Luckily they had lizards in stock.
Yeah, that’s a huge success. Sure beats my spaghetti
A QA engineer walks into a bar and asks where the bathroom is. The bar bursts into flames. The product owner says that the bar can be shipped anyway.
As a PO I’m usually asking QA for some tests that actually show the product meets the requirements
There might be 50 pages proving it rejects bad input, and nothing showing it can successfully handle a perfectly correct case. We seem bad at training testers.
That sounds strange. I cannot comment on your particular case without seeing the test artifacts.
Generally speaking, there is nothing wrong with tests that ensure bad input doesn’t break the system, as this can easily lead to incorrect system states, damage to the environment, loss of data, money, reputation, and even lives - although most systems are not critical enough to threaten lives.
You wouldn’t need QAs if you only needed to validate that the product meets the requirements. In a typical company, many people are involved in that process. This includes the developer who wrote the code, the developer who reviewed it, and the people who conduct acceptance testing, among others. If your developers produce code that doesn’t meet the requirements, you’re in trouble.
I’m not saying that QA shouldn’t validate whether the system meets the requirements, but you don’t want them to do just that.
If they didn’t properly test validation I would complain about that, what that regularly miss is a test showing correct function for each major use case
So it sounds like you need to use the words to tell them, do you know testing types and strategies so you can tell them which to employ?
Doesn’t sound too weird to me. In my experience, devs always focus too much on positive / correct inputs, as they want things to work. Which is why you need testers that will catch all the weird crazy ways people can break things. Testers shouldn’t even see the code of it can’t handle nominal cases.
The problem is that testers are competent, often intelligent individuals. Users, not so much.
“will not fix”
I still fondly remember the QA guy on the first consumer electronics project I worked on. He didn’t do scripting or test harnesses or dependency injection, he used the product and filed good bugs telling us what would fuck up our customer’s expectations.
A good QA person helps with product design too if you let them.
Andy B, I’d work with you again in a second.
Andy B, - good first name for a tester
He was exactly the kind of guy who doesn’t get hired any more because companies “know better”.
And stuff gets crappier every year somehow.
A or B lol
Orders a
Orders a beer"; DROP TABLE beverages; –
Orders a beer%s%s%s%s
deleted by creator
Some plans less so than others.
Also, I like this framing of users as the enemy. Matches my experience, really.
Orders a WWWWWWWWWWWW
Orders a
I enjoyed this animation of the meme in the OP.

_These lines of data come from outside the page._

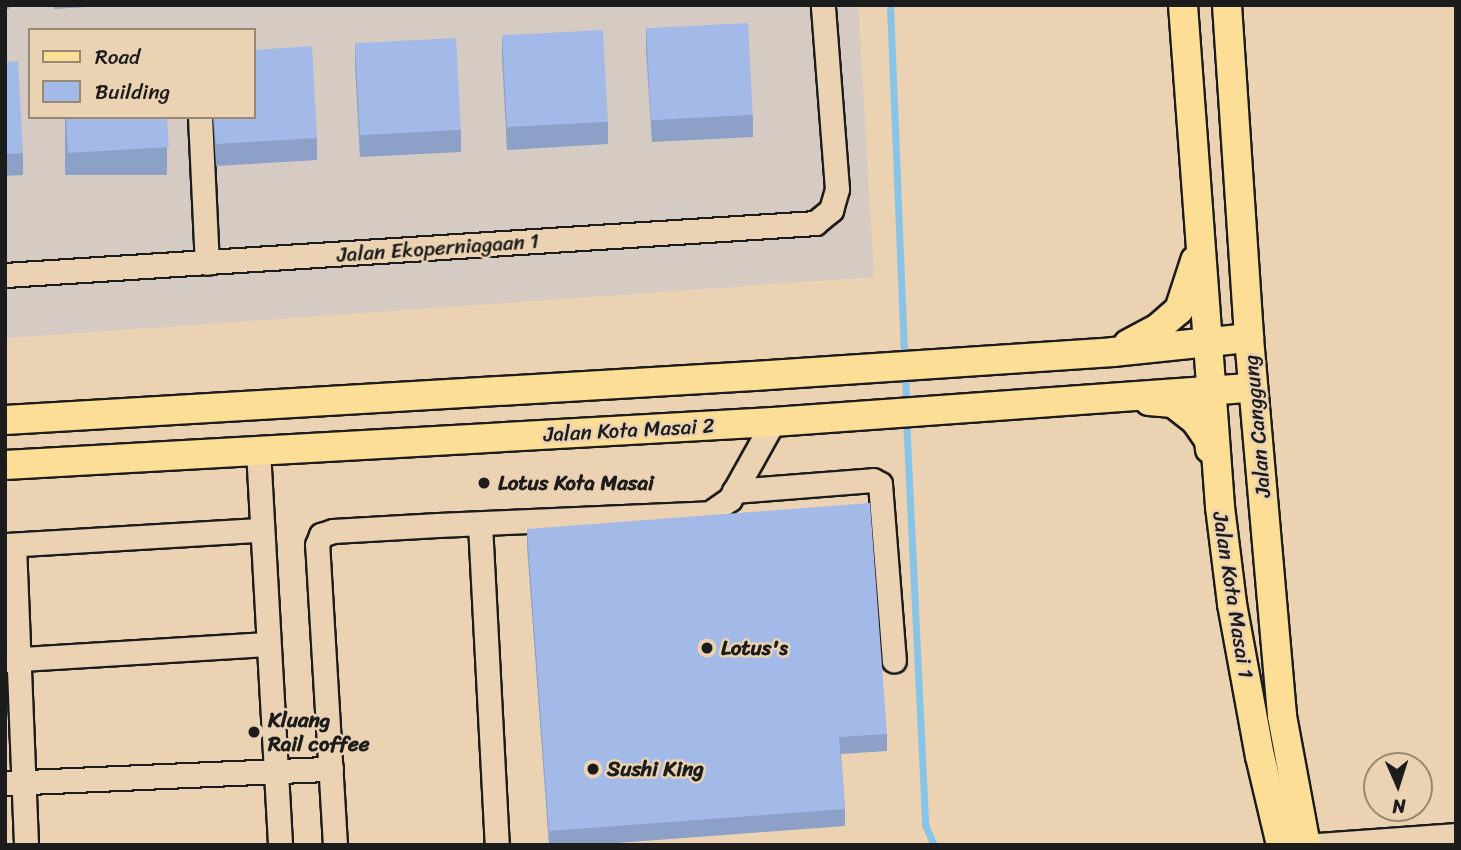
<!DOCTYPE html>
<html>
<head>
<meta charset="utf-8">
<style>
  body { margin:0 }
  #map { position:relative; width:1461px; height:850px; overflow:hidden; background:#ead2b2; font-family:Sriracha,sans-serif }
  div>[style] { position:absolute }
  .built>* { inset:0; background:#d5cbc2 }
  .stream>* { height:7px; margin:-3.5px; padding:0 3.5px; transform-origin:3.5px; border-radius:3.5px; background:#87c4e7 }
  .roads { filter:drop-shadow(2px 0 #1c1c1c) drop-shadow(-2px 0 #1c1c1c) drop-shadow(0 2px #1c1c1c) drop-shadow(0 -2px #1c1c1c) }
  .minor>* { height:23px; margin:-11.5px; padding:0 11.5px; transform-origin:11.5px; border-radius:11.5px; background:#ead2b2 }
  .major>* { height:28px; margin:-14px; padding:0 14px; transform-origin:14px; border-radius:14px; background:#fcde96 }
  .wall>* { inset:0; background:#8ca0c8; transform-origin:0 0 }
  .building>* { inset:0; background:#a3bae8; transform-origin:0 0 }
  .dots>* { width:19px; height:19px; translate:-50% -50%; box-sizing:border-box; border:4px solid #ead2b2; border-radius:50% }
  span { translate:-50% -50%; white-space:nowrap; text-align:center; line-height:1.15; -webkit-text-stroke:5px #ead2b2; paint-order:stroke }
  .street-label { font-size:21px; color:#1c1c1c }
  .poi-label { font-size:21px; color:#1c1c1c; font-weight:700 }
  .left { translate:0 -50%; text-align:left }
  .frame { position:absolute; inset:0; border:7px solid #1c1c1c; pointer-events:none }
  .legend { position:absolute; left:28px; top:28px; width:228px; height:91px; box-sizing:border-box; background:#ead2b2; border:2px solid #988976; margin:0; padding:9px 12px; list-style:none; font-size:21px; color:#1c1c1c }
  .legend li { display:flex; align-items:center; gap:14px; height:35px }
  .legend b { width:35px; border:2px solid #988976 }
  .north { position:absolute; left:1363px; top:752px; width:70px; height:70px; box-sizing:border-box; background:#ead2b2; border:2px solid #988976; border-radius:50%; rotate:177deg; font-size:19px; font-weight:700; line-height:28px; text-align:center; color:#1c1c1c }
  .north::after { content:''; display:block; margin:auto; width:24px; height:32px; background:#1c1c1c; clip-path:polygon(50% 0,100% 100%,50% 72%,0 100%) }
</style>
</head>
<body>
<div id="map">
  <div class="built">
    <i style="clip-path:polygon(evenodd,5px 5px,858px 5px,874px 277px,5px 338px,5px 5px,30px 30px,254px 30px,254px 117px,30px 117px,30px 30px)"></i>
  </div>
  <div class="stream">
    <i style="left:890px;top:5px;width:355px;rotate:87.7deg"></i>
    <i style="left:905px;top:372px;width:33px;rotate:88deg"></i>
    <i style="left:906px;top:417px;width:408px;rotate:87.3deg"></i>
    <i style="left:925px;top:825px;width:22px;rotate:66deg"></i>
  </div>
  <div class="roads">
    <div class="minor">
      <i style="left:200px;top:117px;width:146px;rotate:87.3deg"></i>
      <i style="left:5px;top:275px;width:812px;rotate:-3.67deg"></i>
      <i style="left:815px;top:223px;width:21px;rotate:-39deg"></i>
      <i style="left:831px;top:210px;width:22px;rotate:-74deg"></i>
      <i style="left:837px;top:189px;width:185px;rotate:-94.4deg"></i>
      <i style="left:258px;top:450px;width:396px;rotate:86.8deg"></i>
      <i style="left:734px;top:491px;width:139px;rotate:-4.5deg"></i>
      <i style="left:873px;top:480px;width:8px;rotate:30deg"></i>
      <i style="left:880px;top:484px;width:177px;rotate:85.5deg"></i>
      <i style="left:480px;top:524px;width:321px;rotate:87deg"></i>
      <i style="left:5px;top:545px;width:256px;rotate:-3.4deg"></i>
      <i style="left:14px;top:545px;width:300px;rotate:87.7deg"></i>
      <i style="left:5px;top:660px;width:263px;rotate:-3.5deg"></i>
      <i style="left:5px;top:783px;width:326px;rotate:-2.5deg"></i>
      <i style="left:335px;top:845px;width:301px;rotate:-93.4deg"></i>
      <i style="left:317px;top:545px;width:11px;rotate:-68deg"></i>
      <i style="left:321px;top:535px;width:13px;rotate:-18deg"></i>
      <i style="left:333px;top:531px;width:105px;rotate:-3.3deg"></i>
      <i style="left:438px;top:525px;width:272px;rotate:-2.5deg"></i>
      <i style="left:710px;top:513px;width:24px;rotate:-35deg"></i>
      <i style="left:730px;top:499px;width:88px;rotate:-60.8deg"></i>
      <i style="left:1319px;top:845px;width:137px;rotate:-4.2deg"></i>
    </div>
    <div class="major">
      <i style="left:1183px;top:5px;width:503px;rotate:85.78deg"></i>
      <i style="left:1220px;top:507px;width:98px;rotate:82.9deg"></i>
      <i style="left:1232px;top:604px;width:155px;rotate:79.6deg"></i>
      <i style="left:1260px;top:756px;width:91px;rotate:76.7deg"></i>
      <i style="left:1227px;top:5px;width:334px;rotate:86.2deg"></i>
      <i style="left:1249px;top:338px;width:379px;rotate:85deg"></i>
      <i style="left:1282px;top:716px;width:131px;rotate:79.5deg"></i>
      <i style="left:1128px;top:344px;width:34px;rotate:-28deg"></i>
      <i style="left:1158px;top:328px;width:28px;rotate:-41deg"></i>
      <i style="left:1179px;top:310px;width:52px;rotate:-71.9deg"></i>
      <i style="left:1149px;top:401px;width:24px;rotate:5deg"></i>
      <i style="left:1173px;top:403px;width:28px;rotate:38deg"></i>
      <i style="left:1195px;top:420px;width:24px;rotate:55deg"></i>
      <i style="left:1209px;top:440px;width:9px;rotate:84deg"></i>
      <i style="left:5px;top:420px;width:750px;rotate:-3.36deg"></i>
      <i style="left:754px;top:376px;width:360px;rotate:-3.8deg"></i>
      <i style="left:1113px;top:352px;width:137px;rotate:-5.9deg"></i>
      <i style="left:5px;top:465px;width:769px;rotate:-3.2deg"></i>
      <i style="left:773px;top:422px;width:481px;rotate:-4.1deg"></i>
    </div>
  </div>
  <div class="wall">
    <i style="left:5px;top:5px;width:4px;height:4px"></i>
    <i style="clip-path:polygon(54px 5px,119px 5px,54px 9px)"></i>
    <i style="clip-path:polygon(646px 29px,753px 115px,753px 137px,652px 142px,646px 50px)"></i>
    <i style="clip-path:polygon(502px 36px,608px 122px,608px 144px,507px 150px,502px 58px)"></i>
    <i style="clip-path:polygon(355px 44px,461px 130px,461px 152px,360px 157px,355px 66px)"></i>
    <i style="clip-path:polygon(5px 62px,23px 153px,23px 175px,5px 176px)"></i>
    <i style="left:65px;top:117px;width:102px;height:58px"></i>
    <i style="clip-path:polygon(213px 117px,254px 117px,317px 138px,317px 160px,216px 166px)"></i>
    <i style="clip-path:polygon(527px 529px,887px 734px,887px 751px,841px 754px,845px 809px,845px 826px,589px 845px,549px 845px,527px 546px)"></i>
  </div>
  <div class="building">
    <i style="left:748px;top:23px;width:92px;height:102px;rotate:87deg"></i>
    <i style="left:603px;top:30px;width:92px;height:101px;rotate:87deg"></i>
    <i style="left:456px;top:38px;width:92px;height:101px;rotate:87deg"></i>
    <i style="clip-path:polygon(312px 46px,317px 138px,216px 144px,214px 117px,254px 117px,254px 50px)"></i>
    <i style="clip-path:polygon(18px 61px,23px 153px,5px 154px,5px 62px)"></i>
    <i style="clip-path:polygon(66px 117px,167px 117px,169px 147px,68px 153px)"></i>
    <i style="clip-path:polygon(870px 503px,887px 734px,839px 737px,845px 809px,549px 831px,527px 529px)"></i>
  </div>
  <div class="dots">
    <i style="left:484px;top:483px;background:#1c1c1c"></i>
    <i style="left:707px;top:648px;background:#1c1c1c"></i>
    <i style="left:254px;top:732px;background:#1c1c1c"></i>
    <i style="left:593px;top:769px;background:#1c1c1c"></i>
  </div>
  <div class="street-label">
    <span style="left:438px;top:248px;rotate:-4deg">Jalan Ekoperniagaan 1</span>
    <span style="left:1257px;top:426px;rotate:-95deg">Jalan Canggung</span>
    <span style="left:629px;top:430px;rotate:-3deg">Jalan Kota Masai 2</span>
    <span style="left:1233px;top:595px;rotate:81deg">Jalan Kota Masai 1</span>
  </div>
  <div class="poi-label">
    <span class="left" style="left:498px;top:483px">Lotus Kota Masai</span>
    <span class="left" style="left:721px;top:648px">Lotus's</span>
    <span class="left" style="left:268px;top:732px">Kluang<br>Rail coffee</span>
    <span class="left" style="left:607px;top:769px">Sushi King</span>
  </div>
  <div class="frame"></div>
  <ul class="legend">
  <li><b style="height:9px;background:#fcde96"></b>Road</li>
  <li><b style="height:19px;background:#a3bae8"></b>Building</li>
  </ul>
  <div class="north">N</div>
</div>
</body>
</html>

I walk in and order 257 beers.
Ninety-nine billion, nine hundred ninety-nine million, nine hundred ninety-nine thousand nine hundred ninety-nine bottles of beer on the wall,
Ninety-nine billion, nine hundred ninety-nine million, nine hundred ninety-nine thousand nine hundred ninety-nine bottles of beer,
You take one down, pass it around,
Ninety-nine billion, nine hundred ninety-nine million, nine hundred ninety-nine thousand nine hundred ninety-eight bottles of beer on the wall.
Unfortunately the bar was built on long int so it overflowed 23 times and landed on about 1.2 billion.
One billion, two-hundred fifteen million, seven-hundred fifty-two thousand, two-hundred-something bottles of beer on the wall, one billion, two-hundred fifteen million, seven-hundred fifty-two thousand, two-hundred-something bottles of beer! Take one down, pass it around…
One less bottle of beer on the wall :)
I wonder what would happen if it was a singed long, and it landed somewhere in the negatives after overflowing multiple times?
Negative forty-eight thousand, six hundred thirty-three bottles of beer on the wall,
Negative forty-eight thousand, six hundred thirty-three bottles of beer
You take one down, pass it around,
Negative forty-eight thousand, six hundred thirty-four bottles of beer on the wall
Well, silly me, I should have specified that I did my calculation with signed long, though it shouldn’t affect the outcome much given my rounding at the hundreds.
I like the idea of beer debt to the wall, though!
I once wrote a Python script that implemented this song, I could probably abuse that old program to make this nonsense happen.
Should have tested for #^%_@()
Do they mean something or they are just random punctuations
Random alphanumeric.
Oh! This was a good one! I remember reading this on Bash.org. ahh, thanks for the reminder.